→ ACTIVITY
Print the lines below exactly, beginning with the one that contains "20l-8-8c-3-5 5-10 8-4" and stopping after the last line.

→ EXERCISE MATERIALS

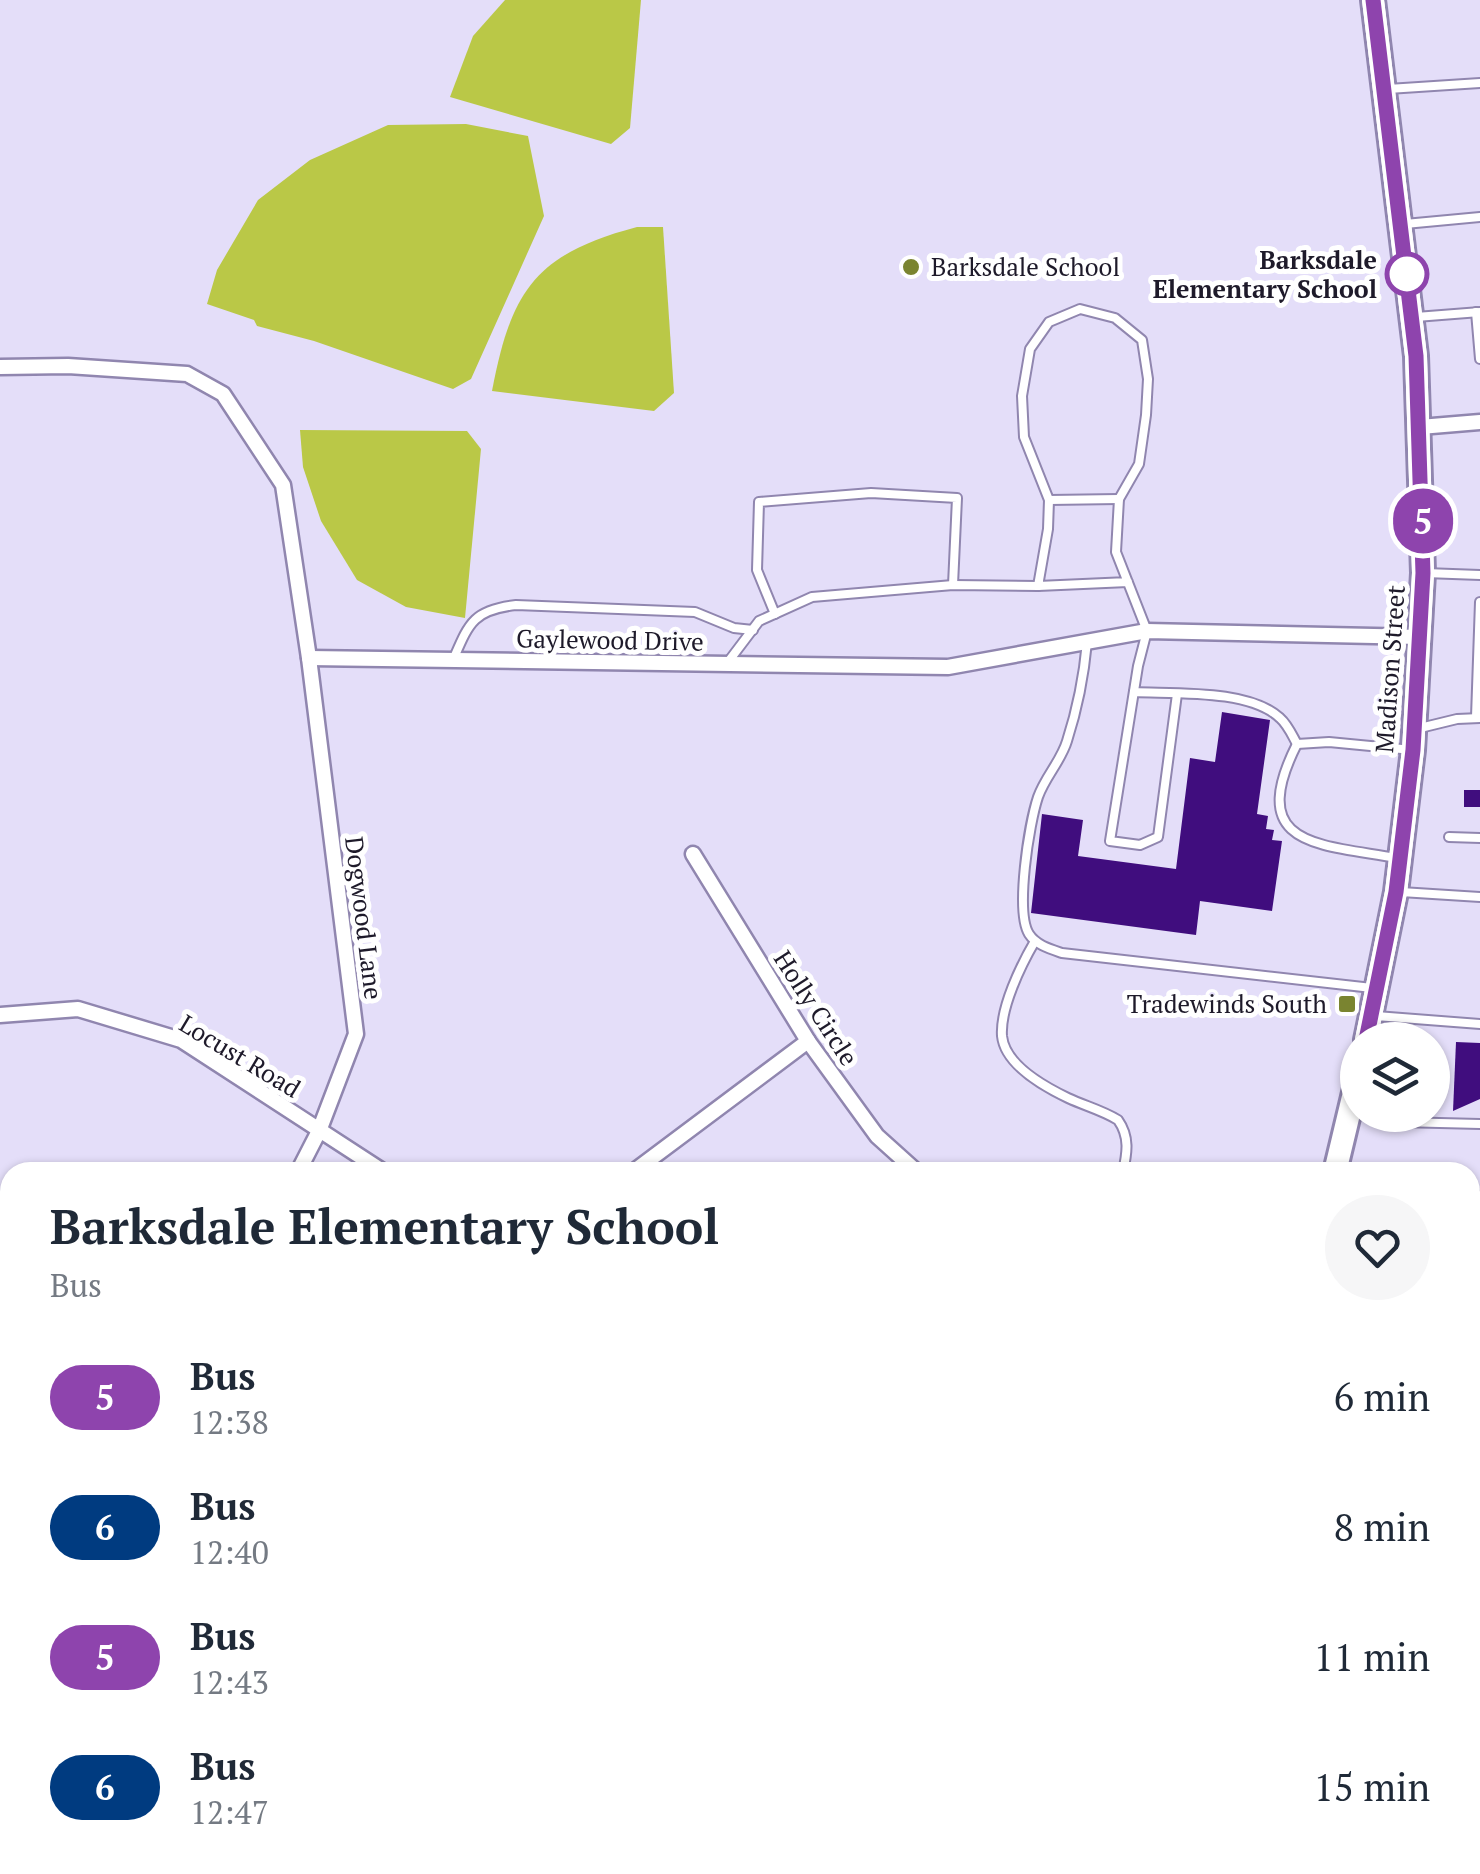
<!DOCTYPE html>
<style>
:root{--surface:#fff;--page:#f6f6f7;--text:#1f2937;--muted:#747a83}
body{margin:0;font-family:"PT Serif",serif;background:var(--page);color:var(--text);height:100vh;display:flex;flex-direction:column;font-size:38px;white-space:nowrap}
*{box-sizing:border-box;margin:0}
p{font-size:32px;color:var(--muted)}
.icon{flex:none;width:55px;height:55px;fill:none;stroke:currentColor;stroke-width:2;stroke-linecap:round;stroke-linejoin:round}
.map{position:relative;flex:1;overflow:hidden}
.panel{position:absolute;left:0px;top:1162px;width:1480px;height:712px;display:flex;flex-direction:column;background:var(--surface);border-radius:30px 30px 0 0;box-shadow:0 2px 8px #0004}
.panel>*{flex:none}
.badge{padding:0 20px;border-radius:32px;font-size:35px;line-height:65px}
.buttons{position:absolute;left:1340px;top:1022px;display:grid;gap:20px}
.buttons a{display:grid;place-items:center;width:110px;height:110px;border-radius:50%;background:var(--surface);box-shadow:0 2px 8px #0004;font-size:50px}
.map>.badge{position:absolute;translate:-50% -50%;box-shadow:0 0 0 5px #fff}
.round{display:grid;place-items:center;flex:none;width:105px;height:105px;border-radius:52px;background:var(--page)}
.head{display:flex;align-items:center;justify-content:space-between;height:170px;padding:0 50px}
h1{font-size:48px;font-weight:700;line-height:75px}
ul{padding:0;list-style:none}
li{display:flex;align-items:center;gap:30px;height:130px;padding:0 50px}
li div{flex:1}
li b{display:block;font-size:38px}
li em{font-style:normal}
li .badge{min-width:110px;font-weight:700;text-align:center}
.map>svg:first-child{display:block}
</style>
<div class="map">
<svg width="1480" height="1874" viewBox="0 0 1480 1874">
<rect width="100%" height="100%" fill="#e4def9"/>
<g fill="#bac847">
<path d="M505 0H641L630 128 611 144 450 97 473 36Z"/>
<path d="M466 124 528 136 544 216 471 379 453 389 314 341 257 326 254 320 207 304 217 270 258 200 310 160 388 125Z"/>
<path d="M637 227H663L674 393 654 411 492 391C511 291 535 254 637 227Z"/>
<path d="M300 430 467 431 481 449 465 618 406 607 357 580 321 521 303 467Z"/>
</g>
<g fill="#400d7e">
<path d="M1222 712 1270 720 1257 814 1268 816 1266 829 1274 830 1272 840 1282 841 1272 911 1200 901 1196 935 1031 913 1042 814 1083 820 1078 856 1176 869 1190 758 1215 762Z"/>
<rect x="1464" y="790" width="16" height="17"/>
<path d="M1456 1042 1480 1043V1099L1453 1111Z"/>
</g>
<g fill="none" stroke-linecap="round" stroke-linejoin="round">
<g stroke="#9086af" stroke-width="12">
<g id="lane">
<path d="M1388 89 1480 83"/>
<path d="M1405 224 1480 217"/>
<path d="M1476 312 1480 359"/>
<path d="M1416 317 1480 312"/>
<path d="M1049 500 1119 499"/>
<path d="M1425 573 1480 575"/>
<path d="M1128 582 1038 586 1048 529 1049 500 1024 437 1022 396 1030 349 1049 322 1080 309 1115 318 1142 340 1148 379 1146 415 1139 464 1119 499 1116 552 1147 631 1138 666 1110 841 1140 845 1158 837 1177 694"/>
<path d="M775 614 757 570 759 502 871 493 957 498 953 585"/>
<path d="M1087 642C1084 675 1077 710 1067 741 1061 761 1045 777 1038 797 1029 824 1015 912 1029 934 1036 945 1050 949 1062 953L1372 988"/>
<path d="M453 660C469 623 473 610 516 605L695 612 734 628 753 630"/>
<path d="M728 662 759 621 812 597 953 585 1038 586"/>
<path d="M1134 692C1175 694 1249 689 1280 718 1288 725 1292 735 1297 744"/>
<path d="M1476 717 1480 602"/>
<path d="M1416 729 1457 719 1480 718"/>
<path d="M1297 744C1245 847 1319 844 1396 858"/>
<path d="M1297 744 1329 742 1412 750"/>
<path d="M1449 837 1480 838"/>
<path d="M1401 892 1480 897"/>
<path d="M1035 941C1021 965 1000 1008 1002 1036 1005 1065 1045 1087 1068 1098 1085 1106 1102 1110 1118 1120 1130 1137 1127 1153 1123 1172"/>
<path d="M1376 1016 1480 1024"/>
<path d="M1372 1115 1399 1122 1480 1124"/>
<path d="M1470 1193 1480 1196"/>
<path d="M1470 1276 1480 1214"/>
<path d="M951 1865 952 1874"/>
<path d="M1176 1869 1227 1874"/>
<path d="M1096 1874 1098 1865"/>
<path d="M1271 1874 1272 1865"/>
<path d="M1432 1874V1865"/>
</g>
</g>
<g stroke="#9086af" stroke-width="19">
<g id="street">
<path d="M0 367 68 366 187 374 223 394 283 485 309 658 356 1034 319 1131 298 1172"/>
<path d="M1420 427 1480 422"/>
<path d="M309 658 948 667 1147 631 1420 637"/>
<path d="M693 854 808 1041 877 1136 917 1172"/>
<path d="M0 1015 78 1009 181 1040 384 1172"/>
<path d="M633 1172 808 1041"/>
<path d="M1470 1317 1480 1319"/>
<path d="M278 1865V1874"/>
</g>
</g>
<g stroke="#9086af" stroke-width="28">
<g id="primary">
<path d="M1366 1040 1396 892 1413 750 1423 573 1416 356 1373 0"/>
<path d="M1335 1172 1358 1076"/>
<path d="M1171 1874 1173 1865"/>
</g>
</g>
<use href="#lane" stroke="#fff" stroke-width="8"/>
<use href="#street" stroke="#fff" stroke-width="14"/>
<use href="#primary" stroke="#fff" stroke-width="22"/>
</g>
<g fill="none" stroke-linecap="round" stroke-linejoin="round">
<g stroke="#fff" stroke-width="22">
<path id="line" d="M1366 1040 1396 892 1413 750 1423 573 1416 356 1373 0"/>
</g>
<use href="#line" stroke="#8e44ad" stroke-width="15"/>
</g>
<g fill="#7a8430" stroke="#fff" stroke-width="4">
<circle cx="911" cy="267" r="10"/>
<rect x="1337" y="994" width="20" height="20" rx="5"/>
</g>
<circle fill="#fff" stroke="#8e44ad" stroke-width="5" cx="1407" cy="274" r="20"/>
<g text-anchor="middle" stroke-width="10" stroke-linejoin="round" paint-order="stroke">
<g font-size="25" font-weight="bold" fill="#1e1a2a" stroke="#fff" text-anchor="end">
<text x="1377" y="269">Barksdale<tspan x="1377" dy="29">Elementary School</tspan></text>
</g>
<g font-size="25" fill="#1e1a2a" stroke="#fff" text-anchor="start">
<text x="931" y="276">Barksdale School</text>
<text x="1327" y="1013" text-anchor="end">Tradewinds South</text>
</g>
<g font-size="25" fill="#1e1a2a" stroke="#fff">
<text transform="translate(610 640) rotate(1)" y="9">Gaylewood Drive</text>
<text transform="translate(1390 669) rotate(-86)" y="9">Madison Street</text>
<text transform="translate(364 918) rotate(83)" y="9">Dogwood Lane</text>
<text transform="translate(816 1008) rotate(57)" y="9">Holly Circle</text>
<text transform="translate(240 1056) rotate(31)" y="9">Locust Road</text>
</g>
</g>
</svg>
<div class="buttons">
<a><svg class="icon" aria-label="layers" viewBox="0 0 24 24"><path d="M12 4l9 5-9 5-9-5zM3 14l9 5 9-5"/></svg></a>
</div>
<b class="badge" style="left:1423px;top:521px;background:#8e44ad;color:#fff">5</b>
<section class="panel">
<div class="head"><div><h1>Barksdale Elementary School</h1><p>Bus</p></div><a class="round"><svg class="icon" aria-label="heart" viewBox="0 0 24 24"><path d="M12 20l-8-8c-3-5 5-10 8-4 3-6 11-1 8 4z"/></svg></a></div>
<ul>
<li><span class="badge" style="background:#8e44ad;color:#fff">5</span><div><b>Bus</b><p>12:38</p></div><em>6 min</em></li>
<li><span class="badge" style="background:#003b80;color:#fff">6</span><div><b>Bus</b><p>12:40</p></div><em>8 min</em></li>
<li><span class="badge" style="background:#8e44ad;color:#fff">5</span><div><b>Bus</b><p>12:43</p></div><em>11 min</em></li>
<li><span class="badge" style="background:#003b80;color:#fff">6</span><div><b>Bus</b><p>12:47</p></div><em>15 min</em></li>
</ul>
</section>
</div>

→ WRITTEN RESPONSE
<div class="head"><div><h1>Barksdale Elementary School</h1><p>Bus</p></div><a class="round"><svg class="icon" aria-label="heart" viewBox="0 0 24 24"><path d="M12 20l-8-8c-3-5 5-10 8-4 3-6 11-1 8 4z"/></svg></a></div>
<ul>
<li><span class="badge" style="background:#8e44ad;color:#fff">5</span><div><b>Bus</b><p>12:38</p></div><em>6 min</em></li>
<li><span class="badge" style="background:#003b80;color:#fff">6</span><div><b>Bus</b><p>12:40</p></div><em>8 min</em></li>
<li><span class="badge" style="background:#8e44ad;color:#fff">5</span><div><b>Bus</b><p>12:43</p></div><em>11 min</em></li>
<li><span class="badge" style="background:#003b80;color:#fff">6</span><div><b>Bus</b><p>12:47</p></div><em>15 min</em></li>
</ul>
</section>
</div>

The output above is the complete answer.